# Home theater school?



## majesty (Jan 5, 2007)

Where do you guys go to get your knowledge?

I am interested in expanding my understanding and application of Home theater. I know just enough to be dangerous, and can pretty much do a basic HT setup. In addition to trial and error, and the wonderful world of the internet, where would you guys suggest one go to get some "certified" instruction.


----------



## tonyvdb (Sep 5, 2007)

Most of us have just learn't over the years, I've been into A/V for over 20 years (I stared when I was 14 years old by running sound at my home church) and still learn new things everyday by reading forum posts and just asking questions.
There are from time to time courses that you can take in colleges or done by private companies. You just need to keep your eyes open in the local papers and online.


----------



## majesty (Jan 5, 2007)

I guess I'm just one of those guys that when I think I need to know something, I feel I have to go to school. I know there is tons of info out there just a few clicks away, but I feel like I need some structured instruction in order prove or validate what I know before I go around putting flyers on my neighbor's doors, professing my "experience" on the subject. Right now, I sometimes install HT and and other home electronics for friends and family. I only do if for them because they trust me putting holes in their walls, but before I stick my neck all the way out there, I feel that there is WAY more for me to learn, and I am not sure where to start.


....outside of the wealth of information here, of course 

*I think I have some brown stuff on my nose*


----------



## Mike P. (Apr 6, 2007)

It depends on how deeply you want to get into this. There is everything from books,

http://www.home--theater.com/

Amazon.com: Basic Home Theater Installation: Books: Gordon McComb

http://www.practical-home-theater-guide.com/home-theater-books.html#HT-for-Everyone

http://www.practical-home-theater-guide.com/home-theater-books.html#AV-Cable-Installer

to courses that you can take.

http://www.mediadynamicsav.com/

http://www.bedrocklearning.com/course_hometh.htm


----------



## jvc (Jul 15, 2007)

The Avia disc, and the Sound & Vision HT Tune Up disc, goes into some detail on setting up a home theater. Then gives you the colored plastic pieces needed to set your tv up, about as good as you can get it, without calling in a pro. It also gives you the pink noise for calibrating your speakers, with an SPL meter.

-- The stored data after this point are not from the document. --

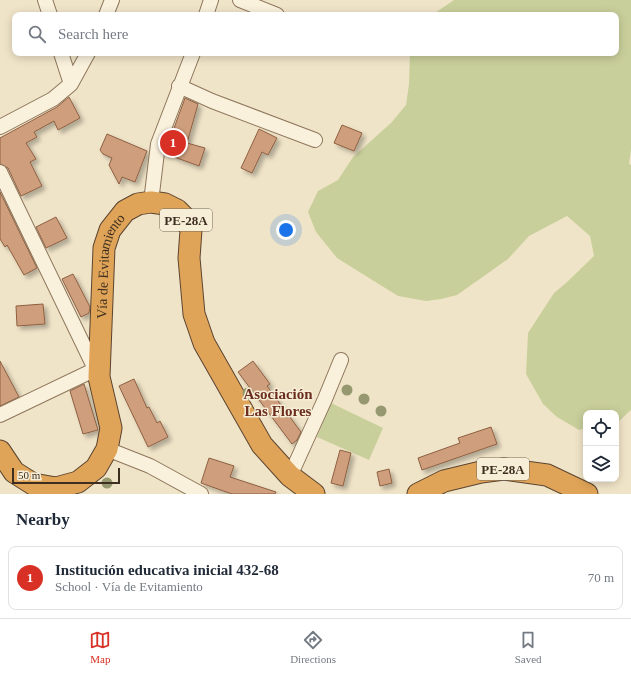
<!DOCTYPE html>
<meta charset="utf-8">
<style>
body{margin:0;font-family:"Times New Roman",serif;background:#f6f6f7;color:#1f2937}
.controls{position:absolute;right:12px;bottom:12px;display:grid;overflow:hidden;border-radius:8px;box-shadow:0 2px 10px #0003}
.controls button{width:36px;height:36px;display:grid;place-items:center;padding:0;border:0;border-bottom:1px solid #e0e1e3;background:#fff;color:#1f2937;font:20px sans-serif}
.scale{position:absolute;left:12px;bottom:10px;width:108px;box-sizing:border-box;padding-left:4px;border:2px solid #3d2e20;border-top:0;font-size:11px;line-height:14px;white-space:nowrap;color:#3d2e20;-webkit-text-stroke:3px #f7eed8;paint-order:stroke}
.you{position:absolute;left:286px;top:230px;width:14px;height:14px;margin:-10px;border:3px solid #fff;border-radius:50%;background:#1a73e8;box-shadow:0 0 0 6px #1a73e833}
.badge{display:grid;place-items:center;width:26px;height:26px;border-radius:50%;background:#d93025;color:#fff;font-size:13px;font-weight:700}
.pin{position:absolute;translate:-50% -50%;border:2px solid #fff;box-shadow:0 1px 4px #0006}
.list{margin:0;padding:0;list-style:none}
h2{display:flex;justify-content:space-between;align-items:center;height:52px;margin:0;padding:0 16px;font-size:17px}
h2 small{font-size:13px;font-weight:400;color:#747a83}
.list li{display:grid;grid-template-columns:26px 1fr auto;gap:12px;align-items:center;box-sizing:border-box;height:64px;margin:0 8px 8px;padding:0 8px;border:1px solid #e0e1e3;border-radius:8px}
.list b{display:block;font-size:15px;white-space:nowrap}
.list p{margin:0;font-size:13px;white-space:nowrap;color:#747a83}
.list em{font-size:13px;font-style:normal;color:#747a83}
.icon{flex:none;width:22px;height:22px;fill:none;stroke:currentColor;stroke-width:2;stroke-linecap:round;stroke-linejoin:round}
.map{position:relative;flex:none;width:631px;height:494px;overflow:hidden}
.search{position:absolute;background:#fff;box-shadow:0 2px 10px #0003;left:12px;right:12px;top:12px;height:44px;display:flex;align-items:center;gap:10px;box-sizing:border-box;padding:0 14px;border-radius:8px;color:#747a83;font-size:15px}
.sheet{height:124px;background:#fff}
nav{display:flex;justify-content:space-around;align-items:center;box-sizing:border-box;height:56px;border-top:1px solid #e0e1e3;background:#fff;font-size:11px;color:#747a83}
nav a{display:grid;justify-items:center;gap:2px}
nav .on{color:#d93025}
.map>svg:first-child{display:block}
.green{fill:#c9cf9b}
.building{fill:#cf9f7d;stroke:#8d5f41;filter:url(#shadow)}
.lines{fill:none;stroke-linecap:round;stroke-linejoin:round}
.minor-casing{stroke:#8d765c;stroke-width:16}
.highway-casing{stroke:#5b4430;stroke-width:23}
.minor{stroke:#faf1dc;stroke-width:14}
.highway{stroke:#e0a458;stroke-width:21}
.tree{fill:#96986f}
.labels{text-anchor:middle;stroke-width:3;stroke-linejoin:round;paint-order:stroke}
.shield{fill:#f7eed8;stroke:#756857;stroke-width:1}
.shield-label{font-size:13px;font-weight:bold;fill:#3d2e20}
.street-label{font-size:14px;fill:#3d2e20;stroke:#f7eed8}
.neighbourhood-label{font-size:15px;font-weight:bold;fill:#6b2e1e;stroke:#f7eed8}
</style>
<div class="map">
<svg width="631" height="494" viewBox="0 0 631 494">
<defs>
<filter id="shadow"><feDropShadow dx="3.5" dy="3.5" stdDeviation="2" flood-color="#0004"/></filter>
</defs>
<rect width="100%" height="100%" fill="#f0e4c8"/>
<path class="green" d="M454 0H631V150L629 164 631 165V410L618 422H616V413H586V428L579 430 557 417 543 404 526 374 528 333 554 293 566 283 594 256 590 236 567 216 529 236 508 259 457 295 441 299 426 301 398 296 337 258 316 232 308 212 318 191 338 180 353 157 391 123 406 105 409 84 410 53H616V15H432Z
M331 403 383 428 369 460 317 437Z"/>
<path class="building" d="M69 97 80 118 58 130 54 121 34 132 37 137 26 143 36 159 30 162 42 186 21 196 8 168 0 164V138L57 107Z
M185 98 198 104 187 143 205 148 199 166 177 158 173 156 174 152 166 150Z
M342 125 362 133 354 151 334 143Z
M259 129 277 138 268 155 262 152 252 173 241 168Z
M107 134 147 151 135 182 122 177 119 184 109 165 112 158 103 154 100 150Z
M0 192 37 268 24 275 7 245 5 247 0 239Z
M56 217 67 238 46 248 36 227Z
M73 274 90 307 89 313 81 317 62 279Z
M43 304 45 324 17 326 16 306Z
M0 361 19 397 0 406Z
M253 361 270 384 267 386 301 432 297 440 292 444 238 372Z
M134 379 147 408 149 407 157 423 160 421 168 437 148 447 119 386Z
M84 384 98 430 83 434 70 391Z
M491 427 497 444 422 470 418 458 460 443 458 438Z
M340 450 351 453 343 486 331 483Z
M209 458 234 466 230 477 276 492 275 494H232L201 483Z
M389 469 392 483 380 486 377 472Z"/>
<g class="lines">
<defs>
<path id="minor" d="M45 0 50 15
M240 0 277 15
M106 15 112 0
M206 15 211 0
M61 53 71 84
M179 86 212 101 315 140
M0 127 53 99 71 84 88 53
M0 172 97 373
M151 202 158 144 193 53
M0 415 96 369
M107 449 150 466 201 494
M290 476 325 399 341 360"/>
<g id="highway">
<path id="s1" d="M0 451 14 472 33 484 56 488 78 482 96 468 107 449 111 428 99 377 104 248 110 230 125 211 138 204 151 202 165 204 177 210 185 218 191 230 189 258 194 314 204 343 262 445 290 476 314 494"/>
<path d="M418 494 444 481 481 472 504 469 547 475 587 494"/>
</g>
</defs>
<use href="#minor" class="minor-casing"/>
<use href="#highway" class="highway-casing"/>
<use href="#minor" class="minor"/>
<use href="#highway" class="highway"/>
</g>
<g class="tree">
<circle cx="347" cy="390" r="5.5"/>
<circle cx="248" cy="393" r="5.5"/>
<circle cx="364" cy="399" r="5.5"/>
<circle cx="381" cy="411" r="5.5"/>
<circle cx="107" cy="483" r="5.5"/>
</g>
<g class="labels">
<g class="shield">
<rect x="160" y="209" width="52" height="22" rx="3"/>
<rect x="477" y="458" width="52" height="22" rx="3"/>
</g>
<g class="shield-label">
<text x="186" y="225">PE-28A</text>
<text x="503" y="474">PE-28A</text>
</g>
<g class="street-label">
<text dy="5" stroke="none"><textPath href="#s1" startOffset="325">Vía de Evitamiento</textPath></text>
</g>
<g class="neighbourhood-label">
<text x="278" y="399">Asociación<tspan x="278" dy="17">Las Flores</tspan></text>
</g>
</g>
</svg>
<div class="controls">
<button><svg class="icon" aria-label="locate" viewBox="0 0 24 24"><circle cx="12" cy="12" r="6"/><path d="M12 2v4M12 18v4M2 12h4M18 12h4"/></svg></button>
<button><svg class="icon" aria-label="layers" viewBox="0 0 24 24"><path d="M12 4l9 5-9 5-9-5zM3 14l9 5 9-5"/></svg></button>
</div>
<div class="scale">50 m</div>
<div class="you"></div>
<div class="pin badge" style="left:173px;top:143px">1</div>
<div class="search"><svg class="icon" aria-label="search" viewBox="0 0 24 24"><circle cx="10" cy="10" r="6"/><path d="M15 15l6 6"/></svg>Search here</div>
</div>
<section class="sheet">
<h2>Nearby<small></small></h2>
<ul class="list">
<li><span class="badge">1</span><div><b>Institución educativa inicial 432-68</b><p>School · Vía de Evitamiento</p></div><em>70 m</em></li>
</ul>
</section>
<nav>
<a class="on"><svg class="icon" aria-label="map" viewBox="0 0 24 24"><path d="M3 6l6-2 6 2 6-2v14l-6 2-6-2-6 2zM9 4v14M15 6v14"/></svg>Map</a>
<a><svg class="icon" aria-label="directions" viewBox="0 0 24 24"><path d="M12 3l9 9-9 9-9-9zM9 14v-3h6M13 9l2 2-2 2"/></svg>Directions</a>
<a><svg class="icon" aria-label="saved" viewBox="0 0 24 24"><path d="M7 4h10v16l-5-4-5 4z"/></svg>Saved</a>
</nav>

Then they give you demo DD and DTS tracks to enjoy.
Some good stuff there............ 

If you use Netflix or BlockBuster.com, you can get Avia 1 & 2 from them.


----------



## majesty (Jan 5, 2007)

Thanks for all the help.


----------



## Bob_99 (May 8, 2006)

This was a very timely post as yesterday I received a brochure for the adult education courses being taught at the local high school and I was thinking about how a course in HT could be offered. Would it appeal to people and if so, at what level?

Bob


----------



## lcaillo (May 2, 2006)

We send our installers to CEDIA boot camp and to other training they provide, and have Manufacturer's Reps and trainers come in to keep them up to date. CEDIA is one of the few places to get professional training on this stuff. ISF training is available for video calibration, as is HAA training for audio.


----------



## hyghwayman (Jan 15, 2008)

I am also interested in a HT career. But don't want to work for someone else.
Now where to start :scratchhead:? I'm thinking small, knowing I will need to keep my day job:hissyfit:. Looking at the prices CC and BB are charging, I'm sure I could easly under cut them and still make some decent $$$ for my time. My thinking is that I have been able to link/hook anything up to my system and should be able to do the same for others:dontknow:.

I was talking to wife last night and she was the one to bring it up, saying a co-worker was asking about our HT and who we had hook every thing up. So I may have my 1st. install job this coming weekend:bigsmile:.

hyghwayman


----------